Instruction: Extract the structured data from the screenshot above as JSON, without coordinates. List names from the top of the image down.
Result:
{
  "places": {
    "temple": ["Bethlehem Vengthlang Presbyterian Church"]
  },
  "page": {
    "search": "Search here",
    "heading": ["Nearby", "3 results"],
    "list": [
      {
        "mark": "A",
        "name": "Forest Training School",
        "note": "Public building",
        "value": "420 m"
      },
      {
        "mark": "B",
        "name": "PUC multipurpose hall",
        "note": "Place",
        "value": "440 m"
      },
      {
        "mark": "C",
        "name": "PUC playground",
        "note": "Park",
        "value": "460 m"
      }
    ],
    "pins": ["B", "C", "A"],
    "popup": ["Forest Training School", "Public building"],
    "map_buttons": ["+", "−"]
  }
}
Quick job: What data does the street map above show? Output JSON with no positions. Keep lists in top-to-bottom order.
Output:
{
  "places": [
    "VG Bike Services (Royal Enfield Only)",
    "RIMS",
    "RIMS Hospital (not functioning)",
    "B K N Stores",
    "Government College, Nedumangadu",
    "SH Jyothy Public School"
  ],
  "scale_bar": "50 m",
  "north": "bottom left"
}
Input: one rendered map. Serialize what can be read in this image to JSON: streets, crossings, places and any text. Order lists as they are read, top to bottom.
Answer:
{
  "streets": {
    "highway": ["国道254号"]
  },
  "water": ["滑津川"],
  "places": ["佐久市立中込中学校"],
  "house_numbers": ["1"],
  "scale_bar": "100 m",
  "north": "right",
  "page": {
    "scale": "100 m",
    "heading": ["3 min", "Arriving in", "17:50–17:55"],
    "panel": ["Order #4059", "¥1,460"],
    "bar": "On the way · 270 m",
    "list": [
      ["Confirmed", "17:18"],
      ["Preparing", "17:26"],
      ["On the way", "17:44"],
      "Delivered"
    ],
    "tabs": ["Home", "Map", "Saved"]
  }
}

▸ **What you have to do**: Restate every record exactly, leaving nothing out.

▸ **The completed task**:
Instruction: Extract the structured data from the screenshot above as JSON, without coordinates. List names from the top of the image down.
Result:
{
  "places": {
    "temple": ["Bethlehem Vengthlang Presbyterian Church"]
  },
  "page": {
    "search": "Search here",
    "heading": ["Nearby", "3 results"],
    "list": [
      {
        "mark": "A",
        "name": "Forest Training School",
        "note": "Public building",
        "value": "420 m"
      },
      {
        "mark": "B",
        "name": "PUC multipurpose hall",
        "note": "Place",
        "value": "440 m"
      },
      {
        "mark": "C",
        "name": "PUC playground",
        "note": "Park",
        "value": "460 m"
      }
    ],
    "pins": ["B", "C", "A"],
    "popup": ["Forest Training School", "Public building"],
    "map_buttons": ["+", "−"]
  }
}
Quick job: What data does the street map above show? Output JSON with no positions. Keep lists in top-to-bottom order.
Output:
{
  "places": [
    "VG Bike Services (Royal Enfield Only)",
    "RIMS",
    "RIMS Hospital (not functioning)",
    "B K N Stores",
    "Government College, Nedumangadu",
    "SH Jyothy Public School"
  ],
  "scale_bar": "50 m",
  "north": "bottom left"
}
Input: one rendered map. Serialize what can be read in this image to JSON: streets, crossings, places and any text. Order lists as they are read, top to bottom.
Answer:
{
  "streets": {
    "highway": ["国道254号"]
  },
  "water": ["滑津川"],
  "places": ["佐久市立中込中学校"],
  "house_numbers": ["1"],
  "scale_bar": "100 m",
  "north": "right",
  "page": {
    "scale": "100 m",
    "heading": ["3 min", "Arriving in", "17:50–17:55"],
    "panel": ["Order #4059", "¥1,460"],
    "bar": "On the way · 270 m",
    "list": [
      ["Confirmed", "17:18"],
      ["Preparing", "17:26"],
      ["On the way", "17:44"],
      "Delivered"
    ],
    "tabs": ["Home", "Map", "Saved"]
  }
}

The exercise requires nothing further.